> [EXERCISE BRIEF]: Below are entries; work out how many of their lines hold "JSON", giving only that number.
SUPPLIED MATERIAL START
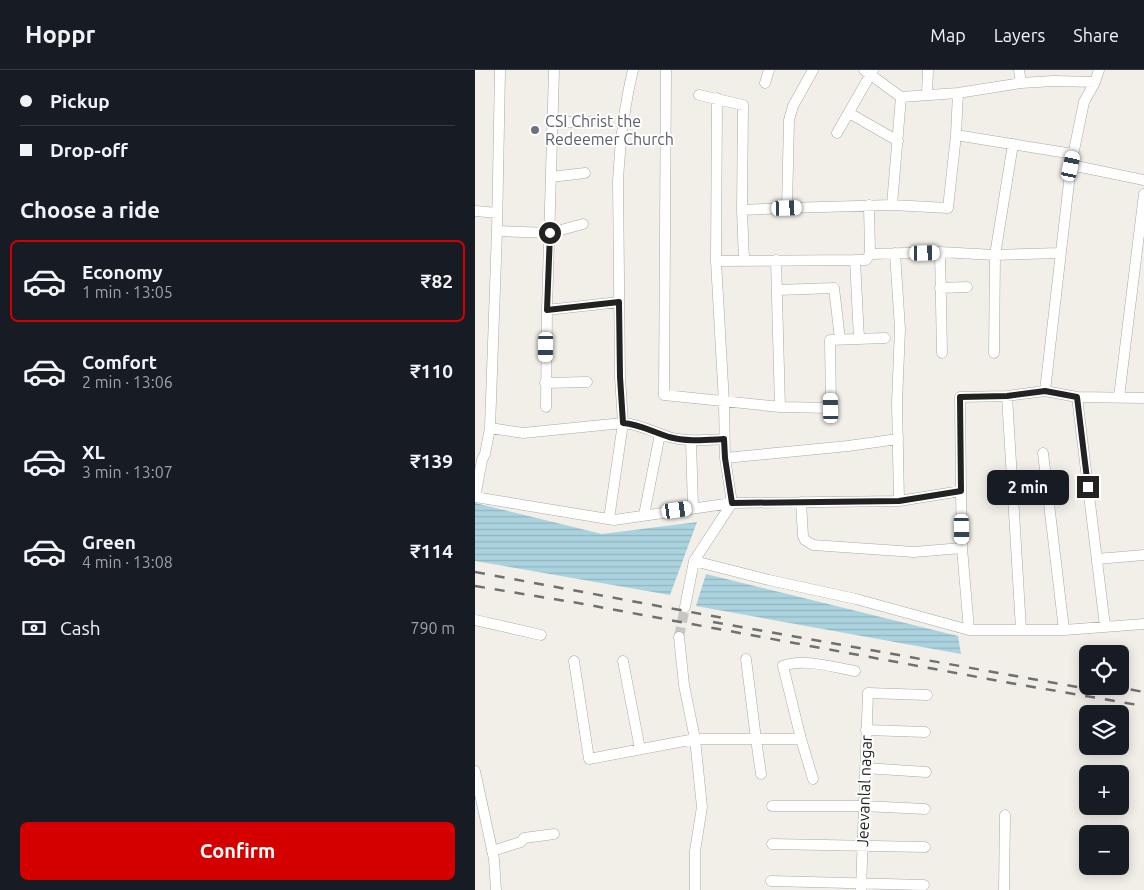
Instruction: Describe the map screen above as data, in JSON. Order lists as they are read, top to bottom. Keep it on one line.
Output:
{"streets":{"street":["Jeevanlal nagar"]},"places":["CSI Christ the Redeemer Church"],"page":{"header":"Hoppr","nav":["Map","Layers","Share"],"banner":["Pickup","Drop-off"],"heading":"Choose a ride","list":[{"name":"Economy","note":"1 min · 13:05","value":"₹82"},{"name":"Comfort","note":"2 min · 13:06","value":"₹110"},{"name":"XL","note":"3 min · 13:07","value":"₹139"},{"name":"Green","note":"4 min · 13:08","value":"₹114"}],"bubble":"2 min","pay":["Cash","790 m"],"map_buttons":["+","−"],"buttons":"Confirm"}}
SUPPLIED MATERIAL END
SUPPLIED MATERIAL START
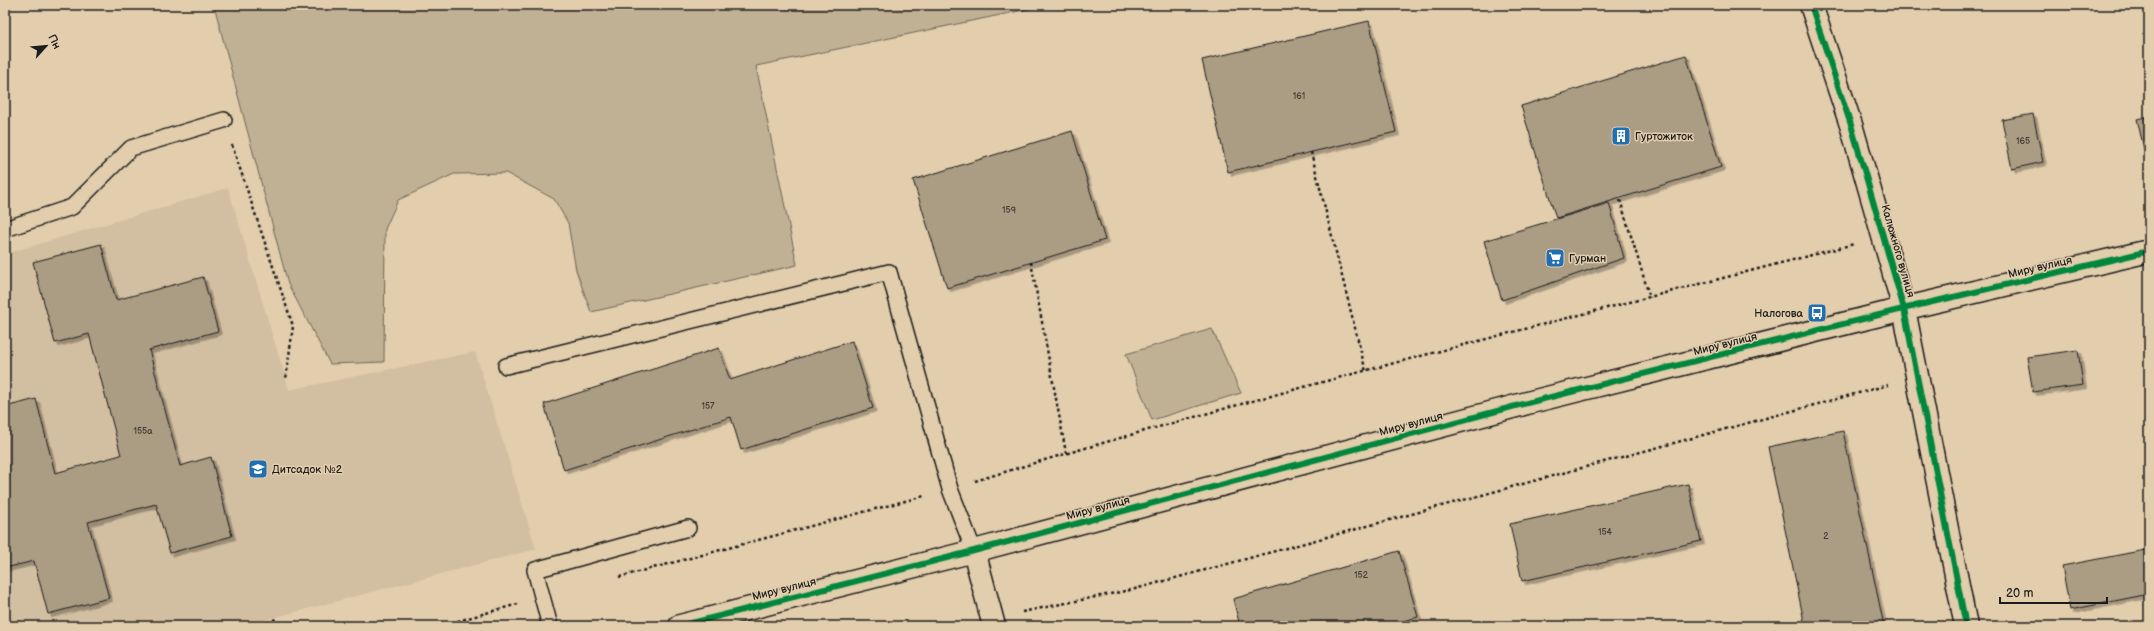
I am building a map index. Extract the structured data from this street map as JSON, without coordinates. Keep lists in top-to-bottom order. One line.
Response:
SUPPLIED MATERIAL END
> [TASK RESPONSE]: 2